John Cairncross worked in the Foreign Office during the war and delivered secret information on British strategy for Nazi Germany. He worked at the super-secret Government Code and Cipher School located at Bletchley Park, where Allied codebreakers cracked German codes that were intercepted by listening stations worldwide. He stole countless secret cables and handed them to the Russians.

Cairncross’s undoing came at the hands of Burgess and Maclean after their escape to Moscow. Police searched his apartment and found government documents in his possession.

In 1947, Cairncross worked for the United Nations, and it was not until 1967 that he agreed to give details of his longtime spying activities to the British government. The public did not learn of his double life until 1981, but a forgiving British government did not prosecute him. He died in 1995.

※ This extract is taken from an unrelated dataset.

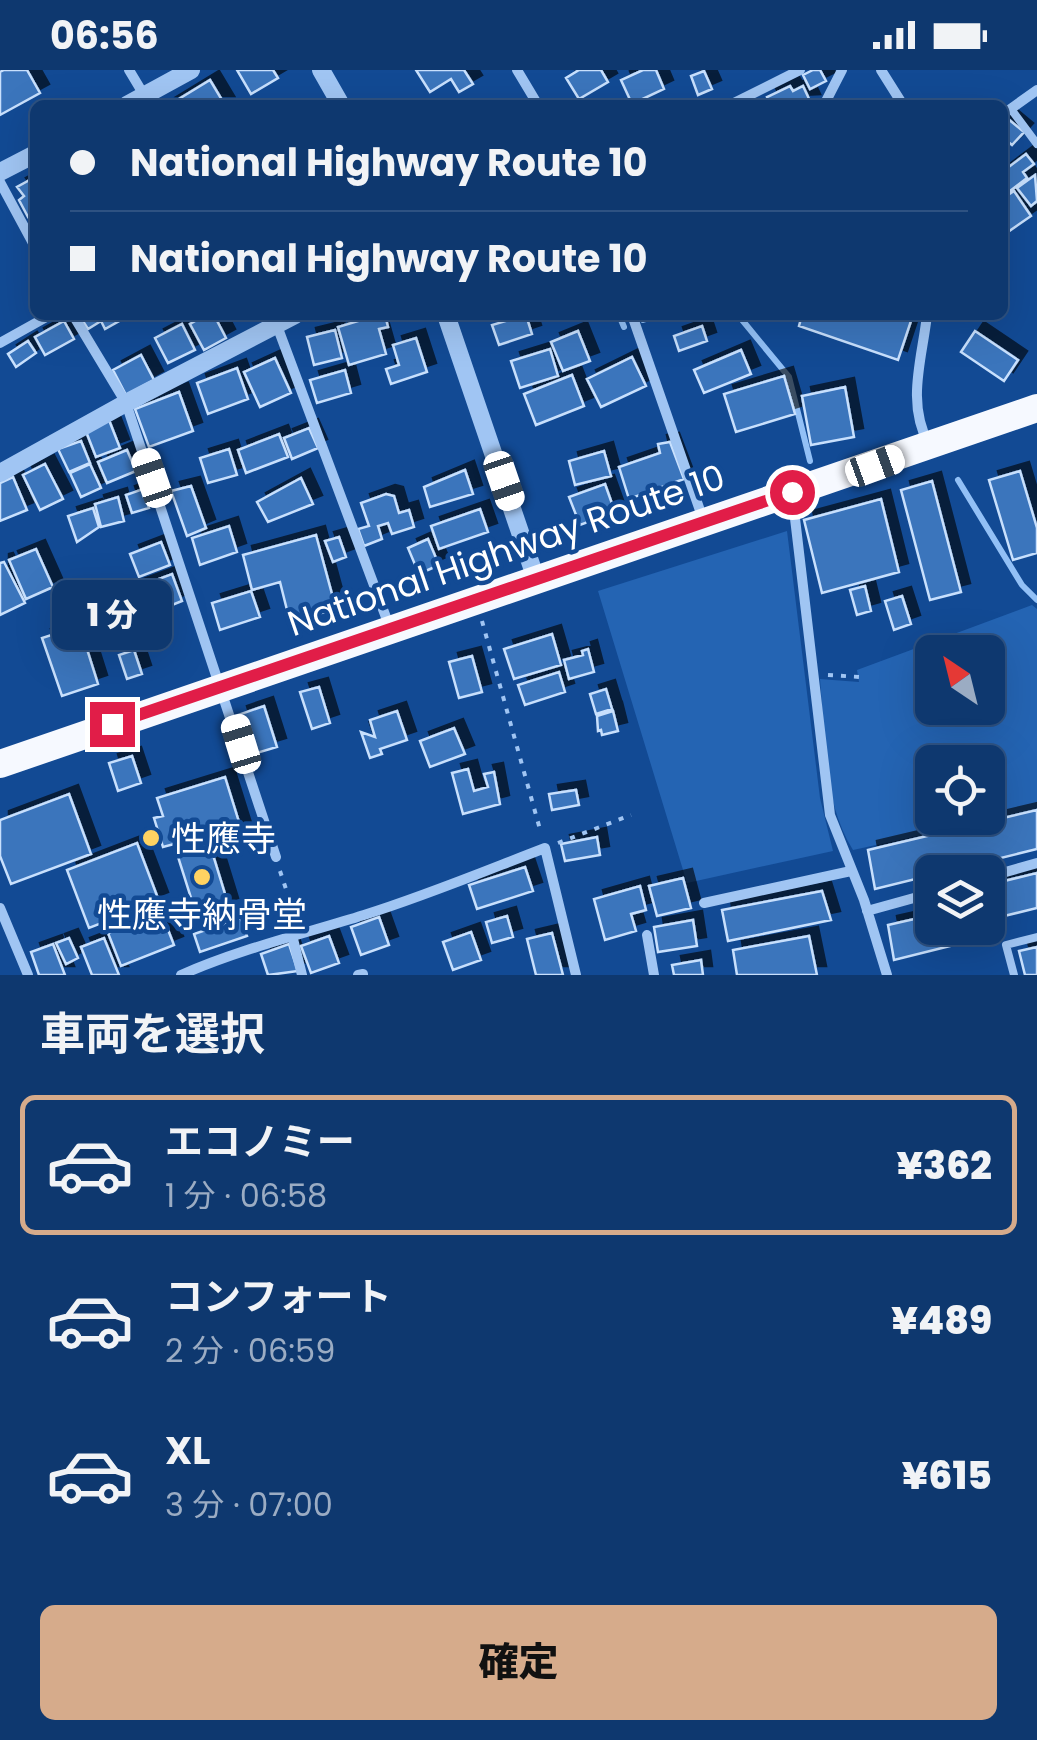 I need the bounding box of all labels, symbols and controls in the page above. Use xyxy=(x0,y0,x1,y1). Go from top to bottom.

The lasting effect of the Cambridge Spies was a deep distrust between the intelligence services of the United States and Great Britain. The fallout from the affair also caused a rift between the CIA and FBI that would last for years. As far as the British were concerned, they never dreamed that Blunt, Burgess, Philby, Maclean, and Cairncross would ever betray their own country.


New Jersey resident Peter Kross is the author of The Encyclopedia of World War 2 Spies.